*PROVIDED DATA*
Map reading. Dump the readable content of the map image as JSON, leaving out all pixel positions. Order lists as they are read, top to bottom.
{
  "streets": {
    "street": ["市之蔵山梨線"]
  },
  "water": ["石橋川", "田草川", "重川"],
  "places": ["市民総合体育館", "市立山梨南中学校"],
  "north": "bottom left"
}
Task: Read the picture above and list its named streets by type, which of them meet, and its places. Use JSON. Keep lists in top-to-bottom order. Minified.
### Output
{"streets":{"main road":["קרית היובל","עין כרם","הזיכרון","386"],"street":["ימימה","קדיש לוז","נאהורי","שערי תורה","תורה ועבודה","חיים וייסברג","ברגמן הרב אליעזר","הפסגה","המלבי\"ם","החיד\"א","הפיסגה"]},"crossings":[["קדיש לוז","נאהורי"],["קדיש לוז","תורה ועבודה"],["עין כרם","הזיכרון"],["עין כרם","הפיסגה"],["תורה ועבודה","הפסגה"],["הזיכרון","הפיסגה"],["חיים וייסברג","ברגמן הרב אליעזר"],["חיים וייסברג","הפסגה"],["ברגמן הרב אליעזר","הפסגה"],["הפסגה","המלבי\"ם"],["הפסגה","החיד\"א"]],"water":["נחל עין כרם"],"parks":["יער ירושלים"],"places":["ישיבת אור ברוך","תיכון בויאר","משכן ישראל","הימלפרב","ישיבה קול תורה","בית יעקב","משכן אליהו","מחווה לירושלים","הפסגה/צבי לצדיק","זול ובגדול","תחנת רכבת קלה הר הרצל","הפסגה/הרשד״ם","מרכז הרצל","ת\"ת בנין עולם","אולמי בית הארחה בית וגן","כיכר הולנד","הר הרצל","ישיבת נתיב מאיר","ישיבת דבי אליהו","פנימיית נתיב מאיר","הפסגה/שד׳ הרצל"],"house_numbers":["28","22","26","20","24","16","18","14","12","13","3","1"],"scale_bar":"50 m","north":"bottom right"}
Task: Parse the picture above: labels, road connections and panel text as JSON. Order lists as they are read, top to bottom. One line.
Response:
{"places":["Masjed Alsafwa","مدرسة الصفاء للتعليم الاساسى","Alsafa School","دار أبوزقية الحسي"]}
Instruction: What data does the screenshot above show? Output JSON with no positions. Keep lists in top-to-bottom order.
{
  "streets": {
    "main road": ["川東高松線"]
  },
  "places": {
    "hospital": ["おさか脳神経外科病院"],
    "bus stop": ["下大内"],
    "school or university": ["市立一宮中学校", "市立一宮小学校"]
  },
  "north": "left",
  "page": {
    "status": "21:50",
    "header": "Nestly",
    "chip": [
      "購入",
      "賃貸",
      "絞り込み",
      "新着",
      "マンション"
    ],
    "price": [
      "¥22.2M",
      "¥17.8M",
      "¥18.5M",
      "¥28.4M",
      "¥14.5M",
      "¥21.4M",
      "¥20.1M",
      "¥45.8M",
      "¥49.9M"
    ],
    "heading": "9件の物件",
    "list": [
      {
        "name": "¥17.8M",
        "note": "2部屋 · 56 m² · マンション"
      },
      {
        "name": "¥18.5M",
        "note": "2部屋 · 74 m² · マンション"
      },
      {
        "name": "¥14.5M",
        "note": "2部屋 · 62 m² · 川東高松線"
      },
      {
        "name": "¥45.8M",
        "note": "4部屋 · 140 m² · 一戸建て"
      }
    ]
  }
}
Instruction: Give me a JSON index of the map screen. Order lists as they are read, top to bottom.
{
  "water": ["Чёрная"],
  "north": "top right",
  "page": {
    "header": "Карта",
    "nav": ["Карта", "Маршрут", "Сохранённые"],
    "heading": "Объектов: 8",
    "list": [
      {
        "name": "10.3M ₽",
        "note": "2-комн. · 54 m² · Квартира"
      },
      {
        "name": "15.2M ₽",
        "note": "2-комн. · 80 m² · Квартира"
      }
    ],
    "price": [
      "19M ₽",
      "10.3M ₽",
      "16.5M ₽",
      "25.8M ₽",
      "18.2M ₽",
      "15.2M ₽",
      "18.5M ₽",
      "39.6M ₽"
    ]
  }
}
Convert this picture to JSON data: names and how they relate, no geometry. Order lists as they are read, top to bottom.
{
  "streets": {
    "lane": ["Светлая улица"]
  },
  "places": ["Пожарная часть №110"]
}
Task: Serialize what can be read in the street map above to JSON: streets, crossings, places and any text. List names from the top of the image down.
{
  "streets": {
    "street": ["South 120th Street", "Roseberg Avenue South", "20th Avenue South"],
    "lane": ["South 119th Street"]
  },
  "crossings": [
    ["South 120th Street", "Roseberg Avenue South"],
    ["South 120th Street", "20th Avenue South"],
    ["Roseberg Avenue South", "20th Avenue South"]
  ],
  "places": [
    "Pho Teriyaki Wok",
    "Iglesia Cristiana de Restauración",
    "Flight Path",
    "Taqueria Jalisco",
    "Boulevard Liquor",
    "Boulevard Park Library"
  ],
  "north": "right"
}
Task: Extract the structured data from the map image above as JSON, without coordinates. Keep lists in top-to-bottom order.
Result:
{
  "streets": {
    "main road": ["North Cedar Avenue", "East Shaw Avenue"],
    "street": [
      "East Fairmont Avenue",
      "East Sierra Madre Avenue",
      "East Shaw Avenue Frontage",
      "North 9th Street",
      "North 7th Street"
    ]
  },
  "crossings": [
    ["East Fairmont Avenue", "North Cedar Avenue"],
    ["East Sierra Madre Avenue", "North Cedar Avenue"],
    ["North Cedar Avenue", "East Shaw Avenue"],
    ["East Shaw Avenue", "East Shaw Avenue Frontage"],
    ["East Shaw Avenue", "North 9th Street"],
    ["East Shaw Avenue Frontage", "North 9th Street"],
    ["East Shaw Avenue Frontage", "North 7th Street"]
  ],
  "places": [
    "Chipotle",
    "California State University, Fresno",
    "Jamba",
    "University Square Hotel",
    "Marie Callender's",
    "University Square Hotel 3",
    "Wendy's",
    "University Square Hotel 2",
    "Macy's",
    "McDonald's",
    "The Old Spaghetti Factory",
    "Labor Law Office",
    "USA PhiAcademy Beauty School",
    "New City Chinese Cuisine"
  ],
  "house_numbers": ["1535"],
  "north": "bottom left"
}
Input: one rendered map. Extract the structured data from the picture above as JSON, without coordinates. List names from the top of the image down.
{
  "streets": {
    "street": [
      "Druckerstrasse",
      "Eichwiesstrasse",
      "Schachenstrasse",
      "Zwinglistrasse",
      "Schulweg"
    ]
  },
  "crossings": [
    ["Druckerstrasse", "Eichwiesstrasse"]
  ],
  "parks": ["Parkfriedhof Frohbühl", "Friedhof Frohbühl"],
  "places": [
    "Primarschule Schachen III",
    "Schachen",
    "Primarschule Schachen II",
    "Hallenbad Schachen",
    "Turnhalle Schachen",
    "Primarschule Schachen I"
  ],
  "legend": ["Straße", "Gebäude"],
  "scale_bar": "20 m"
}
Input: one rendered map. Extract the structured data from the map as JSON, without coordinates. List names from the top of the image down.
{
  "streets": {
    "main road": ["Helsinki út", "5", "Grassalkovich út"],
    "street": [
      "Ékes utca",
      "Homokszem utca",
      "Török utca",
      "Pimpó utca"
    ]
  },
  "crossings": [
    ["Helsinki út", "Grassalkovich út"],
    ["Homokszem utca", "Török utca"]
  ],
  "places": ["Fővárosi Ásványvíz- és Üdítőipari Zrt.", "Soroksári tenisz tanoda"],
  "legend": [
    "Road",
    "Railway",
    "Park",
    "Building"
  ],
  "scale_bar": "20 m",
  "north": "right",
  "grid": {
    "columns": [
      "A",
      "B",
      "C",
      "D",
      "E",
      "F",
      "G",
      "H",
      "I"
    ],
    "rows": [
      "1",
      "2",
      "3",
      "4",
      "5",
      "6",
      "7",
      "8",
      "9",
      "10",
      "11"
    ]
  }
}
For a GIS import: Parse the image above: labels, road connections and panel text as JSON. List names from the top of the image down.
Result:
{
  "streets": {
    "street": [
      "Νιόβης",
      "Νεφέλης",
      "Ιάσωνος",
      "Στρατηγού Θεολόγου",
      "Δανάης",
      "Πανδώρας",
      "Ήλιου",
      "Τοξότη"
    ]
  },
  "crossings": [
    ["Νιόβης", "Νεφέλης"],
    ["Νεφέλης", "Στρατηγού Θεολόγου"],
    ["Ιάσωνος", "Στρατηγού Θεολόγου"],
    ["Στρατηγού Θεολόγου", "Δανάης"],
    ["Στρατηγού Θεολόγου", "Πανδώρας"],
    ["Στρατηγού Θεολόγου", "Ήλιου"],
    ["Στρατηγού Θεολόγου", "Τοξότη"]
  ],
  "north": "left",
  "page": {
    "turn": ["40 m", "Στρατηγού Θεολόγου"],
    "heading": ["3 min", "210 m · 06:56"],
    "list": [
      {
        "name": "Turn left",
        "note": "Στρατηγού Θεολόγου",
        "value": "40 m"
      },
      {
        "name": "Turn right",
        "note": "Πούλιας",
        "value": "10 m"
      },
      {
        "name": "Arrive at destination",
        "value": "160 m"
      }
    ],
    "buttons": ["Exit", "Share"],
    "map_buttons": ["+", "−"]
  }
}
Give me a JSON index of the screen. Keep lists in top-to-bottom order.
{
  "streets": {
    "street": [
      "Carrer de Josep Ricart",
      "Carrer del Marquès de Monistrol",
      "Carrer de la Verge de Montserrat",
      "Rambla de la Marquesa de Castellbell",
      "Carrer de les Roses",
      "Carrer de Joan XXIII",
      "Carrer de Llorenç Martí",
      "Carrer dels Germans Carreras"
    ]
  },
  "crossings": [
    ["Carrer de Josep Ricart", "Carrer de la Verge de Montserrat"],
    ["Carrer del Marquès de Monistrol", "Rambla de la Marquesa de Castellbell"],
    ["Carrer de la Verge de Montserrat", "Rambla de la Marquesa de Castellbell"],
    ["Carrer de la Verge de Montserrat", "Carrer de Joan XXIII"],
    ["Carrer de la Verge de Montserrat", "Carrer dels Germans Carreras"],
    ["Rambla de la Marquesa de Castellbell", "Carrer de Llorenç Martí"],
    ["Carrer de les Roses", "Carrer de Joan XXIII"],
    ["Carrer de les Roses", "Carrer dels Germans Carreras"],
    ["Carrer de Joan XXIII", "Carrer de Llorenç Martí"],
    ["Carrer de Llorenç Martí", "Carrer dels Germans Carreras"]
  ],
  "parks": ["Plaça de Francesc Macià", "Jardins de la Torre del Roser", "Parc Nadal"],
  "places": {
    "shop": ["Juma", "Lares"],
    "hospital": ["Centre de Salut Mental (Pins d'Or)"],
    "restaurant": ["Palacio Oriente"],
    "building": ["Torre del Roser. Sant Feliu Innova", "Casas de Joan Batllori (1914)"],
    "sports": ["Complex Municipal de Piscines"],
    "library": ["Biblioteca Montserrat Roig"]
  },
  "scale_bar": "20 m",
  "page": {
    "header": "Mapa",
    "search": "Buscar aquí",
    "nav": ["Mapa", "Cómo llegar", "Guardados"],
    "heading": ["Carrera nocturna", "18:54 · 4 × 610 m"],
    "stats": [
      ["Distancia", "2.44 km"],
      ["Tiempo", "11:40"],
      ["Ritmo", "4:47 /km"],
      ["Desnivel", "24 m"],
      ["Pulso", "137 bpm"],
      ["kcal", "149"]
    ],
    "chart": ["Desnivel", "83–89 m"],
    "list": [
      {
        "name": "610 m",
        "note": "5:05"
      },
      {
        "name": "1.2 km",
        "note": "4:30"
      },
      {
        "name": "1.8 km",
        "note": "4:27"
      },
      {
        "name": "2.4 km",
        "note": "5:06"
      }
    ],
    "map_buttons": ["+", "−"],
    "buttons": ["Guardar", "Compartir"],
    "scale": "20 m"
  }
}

*GOAL OF THE EXERCISE*
Take every line of the material that contains the word "labels", and copy it.

*SOLUTION TO THE PROBLEM*
Task: Parse the picture above: labels, road connections and panel text as JSON. Order lists as they are read, top to bottom. One line.
For a GIS import: Parse the image above: labels, road connections and panel text as JSON. List names from the top of the image down.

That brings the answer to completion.